37 The case against Kane, based on the testimony of Ms Dali and Mrs Unger and on the police interview, was that either he, Kane, had placed the bag on the deceased's head or Andrew had done so in Kane's presence. If Kane had placed the bag over the deceased's head he was the murderer. If Andrew had done that, this was part of the plan, Kane having agreed to help Andrew in killing the deceased.

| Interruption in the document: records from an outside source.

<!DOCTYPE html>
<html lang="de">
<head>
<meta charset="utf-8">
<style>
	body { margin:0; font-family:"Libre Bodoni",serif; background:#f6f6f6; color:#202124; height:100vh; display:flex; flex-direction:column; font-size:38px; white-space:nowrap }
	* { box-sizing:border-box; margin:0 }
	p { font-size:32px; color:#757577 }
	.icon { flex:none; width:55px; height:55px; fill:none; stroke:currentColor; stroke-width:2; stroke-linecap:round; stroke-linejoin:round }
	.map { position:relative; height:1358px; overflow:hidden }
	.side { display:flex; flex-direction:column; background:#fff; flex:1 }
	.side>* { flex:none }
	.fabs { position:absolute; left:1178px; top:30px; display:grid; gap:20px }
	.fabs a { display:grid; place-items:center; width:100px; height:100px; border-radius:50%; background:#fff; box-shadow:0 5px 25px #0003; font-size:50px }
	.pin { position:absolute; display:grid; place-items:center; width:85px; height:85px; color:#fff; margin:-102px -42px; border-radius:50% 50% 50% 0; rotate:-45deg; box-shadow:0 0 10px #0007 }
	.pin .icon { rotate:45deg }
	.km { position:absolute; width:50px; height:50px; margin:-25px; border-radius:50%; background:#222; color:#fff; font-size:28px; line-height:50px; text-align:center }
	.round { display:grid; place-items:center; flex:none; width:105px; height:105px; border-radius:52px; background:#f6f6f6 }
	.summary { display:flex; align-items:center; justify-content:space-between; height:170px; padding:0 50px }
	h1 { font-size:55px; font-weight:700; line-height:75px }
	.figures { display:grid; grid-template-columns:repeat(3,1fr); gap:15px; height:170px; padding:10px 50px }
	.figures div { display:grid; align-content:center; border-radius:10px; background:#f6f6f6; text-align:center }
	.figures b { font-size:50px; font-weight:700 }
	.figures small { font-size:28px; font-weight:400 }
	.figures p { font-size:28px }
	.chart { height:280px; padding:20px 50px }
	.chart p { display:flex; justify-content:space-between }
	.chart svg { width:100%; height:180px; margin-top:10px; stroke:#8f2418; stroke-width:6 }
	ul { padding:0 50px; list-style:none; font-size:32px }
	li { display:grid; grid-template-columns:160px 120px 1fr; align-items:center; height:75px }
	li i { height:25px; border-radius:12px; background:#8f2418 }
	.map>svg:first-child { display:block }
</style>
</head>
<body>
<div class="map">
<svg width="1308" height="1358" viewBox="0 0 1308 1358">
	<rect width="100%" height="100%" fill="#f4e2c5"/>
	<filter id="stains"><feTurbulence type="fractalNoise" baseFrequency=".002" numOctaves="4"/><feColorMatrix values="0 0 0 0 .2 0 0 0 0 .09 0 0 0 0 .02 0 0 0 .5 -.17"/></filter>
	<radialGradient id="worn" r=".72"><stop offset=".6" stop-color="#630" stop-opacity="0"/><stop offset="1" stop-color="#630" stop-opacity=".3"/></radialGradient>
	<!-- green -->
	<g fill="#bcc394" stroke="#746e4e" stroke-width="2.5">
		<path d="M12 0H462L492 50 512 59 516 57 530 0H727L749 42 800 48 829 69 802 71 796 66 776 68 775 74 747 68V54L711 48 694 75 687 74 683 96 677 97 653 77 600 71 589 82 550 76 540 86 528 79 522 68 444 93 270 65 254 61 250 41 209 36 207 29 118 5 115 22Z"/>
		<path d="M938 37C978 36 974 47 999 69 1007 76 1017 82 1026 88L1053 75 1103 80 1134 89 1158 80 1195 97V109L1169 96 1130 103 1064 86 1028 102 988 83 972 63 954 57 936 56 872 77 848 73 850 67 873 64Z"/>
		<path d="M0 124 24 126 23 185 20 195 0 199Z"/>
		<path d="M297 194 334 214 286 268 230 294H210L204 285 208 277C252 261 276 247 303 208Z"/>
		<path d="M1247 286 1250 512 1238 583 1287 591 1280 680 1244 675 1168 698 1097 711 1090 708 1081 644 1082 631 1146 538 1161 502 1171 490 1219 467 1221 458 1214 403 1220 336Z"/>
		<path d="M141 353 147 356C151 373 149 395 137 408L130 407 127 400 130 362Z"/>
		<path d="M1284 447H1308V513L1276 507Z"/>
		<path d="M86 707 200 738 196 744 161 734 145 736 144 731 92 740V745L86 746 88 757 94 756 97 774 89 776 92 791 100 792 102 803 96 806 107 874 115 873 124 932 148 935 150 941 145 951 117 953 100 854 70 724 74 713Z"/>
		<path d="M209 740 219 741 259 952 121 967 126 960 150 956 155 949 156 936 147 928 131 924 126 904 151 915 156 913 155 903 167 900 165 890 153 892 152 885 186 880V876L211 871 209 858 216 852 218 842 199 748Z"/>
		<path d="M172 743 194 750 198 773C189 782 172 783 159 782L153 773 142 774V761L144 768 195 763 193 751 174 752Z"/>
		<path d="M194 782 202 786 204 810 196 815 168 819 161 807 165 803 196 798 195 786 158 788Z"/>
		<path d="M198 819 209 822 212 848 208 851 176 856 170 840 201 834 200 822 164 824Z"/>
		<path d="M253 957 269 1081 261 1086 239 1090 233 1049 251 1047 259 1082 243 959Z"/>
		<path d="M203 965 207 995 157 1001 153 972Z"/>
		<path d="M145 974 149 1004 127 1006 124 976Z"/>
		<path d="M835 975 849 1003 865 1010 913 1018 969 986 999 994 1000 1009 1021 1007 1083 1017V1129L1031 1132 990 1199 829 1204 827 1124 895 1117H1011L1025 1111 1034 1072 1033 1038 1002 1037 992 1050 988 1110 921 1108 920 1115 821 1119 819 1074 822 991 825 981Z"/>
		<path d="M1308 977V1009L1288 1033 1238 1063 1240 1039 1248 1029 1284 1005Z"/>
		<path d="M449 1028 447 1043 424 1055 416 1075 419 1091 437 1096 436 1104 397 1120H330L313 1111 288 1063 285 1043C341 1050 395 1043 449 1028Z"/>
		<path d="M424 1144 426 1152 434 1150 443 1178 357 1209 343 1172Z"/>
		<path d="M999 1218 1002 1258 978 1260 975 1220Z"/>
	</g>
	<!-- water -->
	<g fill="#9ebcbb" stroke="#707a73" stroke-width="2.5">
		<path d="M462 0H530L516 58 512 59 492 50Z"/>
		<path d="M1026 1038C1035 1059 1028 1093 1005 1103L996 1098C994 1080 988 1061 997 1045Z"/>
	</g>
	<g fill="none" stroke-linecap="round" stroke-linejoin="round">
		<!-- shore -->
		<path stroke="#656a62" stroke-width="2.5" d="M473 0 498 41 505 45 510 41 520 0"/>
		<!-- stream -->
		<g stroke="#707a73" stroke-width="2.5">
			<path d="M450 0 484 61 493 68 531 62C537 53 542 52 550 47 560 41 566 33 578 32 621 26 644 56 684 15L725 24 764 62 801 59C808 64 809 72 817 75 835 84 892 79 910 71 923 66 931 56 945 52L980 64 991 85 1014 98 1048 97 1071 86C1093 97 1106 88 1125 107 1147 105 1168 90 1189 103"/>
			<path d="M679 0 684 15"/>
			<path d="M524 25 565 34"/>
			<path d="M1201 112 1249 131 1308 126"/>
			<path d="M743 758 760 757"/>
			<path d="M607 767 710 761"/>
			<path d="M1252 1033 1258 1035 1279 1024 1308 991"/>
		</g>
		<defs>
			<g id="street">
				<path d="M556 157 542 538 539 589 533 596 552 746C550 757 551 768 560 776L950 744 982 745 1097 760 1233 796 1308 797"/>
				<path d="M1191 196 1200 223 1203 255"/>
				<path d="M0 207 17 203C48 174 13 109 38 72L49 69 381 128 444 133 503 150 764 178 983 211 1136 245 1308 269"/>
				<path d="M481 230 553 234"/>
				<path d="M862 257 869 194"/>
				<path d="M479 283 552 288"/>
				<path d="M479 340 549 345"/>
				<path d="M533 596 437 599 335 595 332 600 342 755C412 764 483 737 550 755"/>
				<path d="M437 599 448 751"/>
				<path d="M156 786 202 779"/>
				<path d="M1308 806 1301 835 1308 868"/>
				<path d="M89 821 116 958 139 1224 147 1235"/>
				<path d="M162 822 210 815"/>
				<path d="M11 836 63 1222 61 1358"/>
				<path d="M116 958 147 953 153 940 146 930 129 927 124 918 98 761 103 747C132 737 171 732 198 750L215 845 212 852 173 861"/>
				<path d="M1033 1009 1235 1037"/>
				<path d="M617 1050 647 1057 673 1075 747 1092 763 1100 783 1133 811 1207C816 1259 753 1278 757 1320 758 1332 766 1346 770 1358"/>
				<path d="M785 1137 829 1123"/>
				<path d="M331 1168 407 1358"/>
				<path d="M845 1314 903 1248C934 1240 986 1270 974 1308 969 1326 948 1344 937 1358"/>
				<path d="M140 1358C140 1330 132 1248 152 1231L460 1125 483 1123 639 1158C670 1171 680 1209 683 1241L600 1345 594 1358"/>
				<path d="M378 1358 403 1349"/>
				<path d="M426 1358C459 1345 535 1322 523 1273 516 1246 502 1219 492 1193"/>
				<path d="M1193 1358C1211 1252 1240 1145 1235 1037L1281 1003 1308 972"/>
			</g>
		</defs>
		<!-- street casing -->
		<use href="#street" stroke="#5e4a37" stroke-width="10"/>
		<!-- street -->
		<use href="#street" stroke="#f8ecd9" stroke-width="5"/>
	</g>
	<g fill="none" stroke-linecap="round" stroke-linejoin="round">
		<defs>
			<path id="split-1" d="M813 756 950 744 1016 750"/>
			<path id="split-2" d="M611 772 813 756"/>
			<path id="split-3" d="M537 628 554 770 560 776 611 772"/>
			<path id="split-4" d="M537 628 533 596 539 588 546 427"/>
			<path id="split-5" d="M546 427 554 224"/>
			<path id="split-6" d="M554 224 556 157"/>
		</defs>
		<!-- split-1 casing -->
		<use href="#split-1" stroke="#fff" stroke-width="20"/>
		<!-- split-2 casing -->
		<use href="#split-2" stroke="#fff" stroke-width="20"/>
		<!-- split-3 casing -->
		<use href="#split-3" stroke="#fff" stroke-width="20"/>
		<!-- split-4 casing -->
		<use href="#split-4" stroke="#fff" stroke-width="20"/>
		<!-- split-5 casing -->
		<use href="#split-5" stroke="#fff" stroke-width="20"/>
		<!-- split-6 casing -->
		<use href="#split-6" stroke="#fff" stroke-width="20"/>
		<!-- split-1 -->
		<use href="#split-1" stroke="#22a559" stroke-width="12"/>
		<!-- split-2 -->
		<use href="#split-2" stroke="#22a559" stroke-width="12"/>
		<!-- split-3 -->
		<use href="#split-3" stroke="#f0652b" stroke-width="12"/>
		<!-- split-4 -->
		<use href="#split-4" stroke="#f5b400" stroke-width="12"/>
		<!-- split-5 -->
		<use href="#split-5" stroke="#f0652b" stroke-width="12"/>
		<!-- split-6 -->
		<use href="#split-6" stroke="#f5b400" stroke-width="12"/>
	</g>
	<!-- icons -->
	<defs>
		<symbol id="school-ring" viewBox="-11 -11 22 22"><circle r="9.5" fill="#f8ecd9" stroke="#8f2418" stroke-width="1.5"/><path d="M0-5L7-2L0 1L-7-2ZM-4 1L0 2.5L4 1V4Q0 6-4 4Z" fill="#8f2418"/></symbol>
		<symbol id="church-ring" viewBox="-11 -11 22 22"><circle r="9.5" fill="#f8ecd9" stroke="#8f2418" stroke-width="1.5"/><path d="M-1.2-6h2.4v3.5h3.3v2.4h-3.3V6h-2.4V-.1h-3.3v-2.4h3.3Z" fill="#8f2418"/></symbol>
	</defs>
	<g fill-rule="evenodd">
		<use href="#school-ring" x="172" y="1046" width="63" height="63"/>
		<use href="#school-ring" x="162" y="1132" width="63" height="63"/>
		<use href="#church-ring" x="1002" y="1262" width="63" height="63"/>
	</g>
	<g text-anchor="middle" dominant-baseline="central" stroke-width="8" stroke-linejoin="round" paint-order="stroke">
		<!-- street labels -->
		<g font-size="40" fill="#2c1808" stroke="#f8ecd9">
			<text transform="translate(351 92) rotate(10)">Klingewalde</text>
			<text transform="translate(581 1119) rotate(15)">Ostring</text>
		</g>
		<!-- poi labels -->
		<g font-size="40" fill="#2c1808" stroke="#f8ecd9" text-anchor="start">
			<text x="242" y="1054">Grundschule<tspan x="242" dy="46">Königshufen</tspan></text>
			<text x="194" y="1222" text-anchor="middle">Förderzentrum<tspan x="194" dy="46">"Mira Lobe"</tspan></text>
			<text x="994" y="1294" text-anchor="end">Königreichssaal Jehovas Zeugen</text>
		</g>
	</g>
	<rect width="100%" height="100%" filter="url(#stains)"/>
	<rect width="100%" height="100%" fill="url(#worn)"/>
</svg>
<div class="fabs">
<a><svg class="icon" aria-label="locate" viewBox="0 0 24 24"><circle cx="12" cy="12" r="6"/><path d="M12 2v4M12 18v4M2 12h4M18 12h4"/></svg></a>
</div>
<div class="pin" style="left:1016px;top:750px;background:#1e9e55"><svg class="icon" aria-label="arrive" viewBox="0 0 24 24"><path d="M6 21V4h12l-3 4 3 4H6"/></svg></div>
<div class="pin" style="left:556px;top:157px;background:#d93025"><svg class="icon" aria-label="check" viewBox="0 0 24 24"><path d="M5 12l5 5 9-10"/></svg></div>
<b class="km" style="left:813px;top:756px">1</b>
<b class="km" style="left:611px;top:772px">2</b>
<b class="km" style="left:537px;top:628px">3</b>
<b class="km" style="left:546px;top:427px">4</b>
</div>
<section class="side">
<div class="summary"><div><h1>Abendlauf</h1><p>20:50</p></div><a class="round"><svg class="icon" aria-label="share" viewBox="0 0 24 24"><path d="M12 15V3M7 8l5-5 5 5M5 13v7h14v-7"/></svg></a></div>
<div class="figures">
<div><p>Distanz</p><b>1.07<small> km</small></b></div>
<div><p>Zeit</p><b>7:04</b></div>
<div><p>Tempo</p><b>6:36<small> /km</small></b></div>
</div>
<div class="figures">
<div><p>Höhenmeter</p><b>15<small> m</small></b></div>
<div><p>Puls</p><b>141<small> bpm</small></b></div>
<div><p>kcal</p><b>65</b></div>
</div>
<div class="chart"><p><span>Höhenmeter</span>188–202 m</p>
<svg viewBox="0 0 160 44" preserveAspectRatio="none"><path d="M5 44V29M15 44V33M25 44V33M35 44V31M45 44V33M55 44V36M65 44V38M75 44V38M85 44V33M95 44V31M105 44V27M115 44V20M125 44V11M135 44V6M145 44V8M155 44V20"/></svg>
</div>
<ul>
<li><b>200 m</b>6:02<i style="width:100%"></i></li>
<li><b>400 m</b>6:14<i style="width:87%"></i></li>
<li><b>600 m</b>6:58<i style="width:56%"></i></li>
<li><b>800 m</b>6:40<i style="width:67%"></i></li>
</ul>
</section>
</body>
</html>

38 Kane's second ground of appeal is directed principally against written directions given by Barr J to the jury.
39 These written directions were supplemented by his Honour in considerable detail in the course of his oral directions. Moreover, his Honour said in regard to the written directions:
"I want to give you a particular warning about [the written directions.] [They are] intended for your assistance, but [they are] not intended to be a substitute for the complete directions that I give you orally. There is always a danger that when important directions are summarised in the very short way that these directions on the document I have given you have been that there will be a temptation to stop listening to anything else I say. You must avoid that temptation. The directions I have given you are only skeletal. They do not attempt to cover everything, every important thing that I shall say to you. You should continue to heed every word that I say to you."
40 In the circumstances, the written directions cannot be looked at alone. They must be seen in context and in particular in the context of the oral directions given by Barr J.
41 The written directions asserted that, before the jury could convict Kane of murder, they needed to be satisfied beyond reasonable doubt that any of the following things happened, namely:
"2.1 Because the accused alone or jointly with Andrew did the act causing death intending to kill the deceased or do him grievous bodily harm; or
2.2 Because Andrew did the act causing death either pursuant to an agreement with the accused to kill the deceased or pursuant to an agreement to attack the deceased where the accused contemplated the death of the deceased as a possible result; or
2.3 Because Andrew did the act causing death intending to kill the deceased or do him grievous bodily harm and the accused, knowing what Andrew was doing and what his intention was, intentionally assisted or encouraged him to do the act causing death".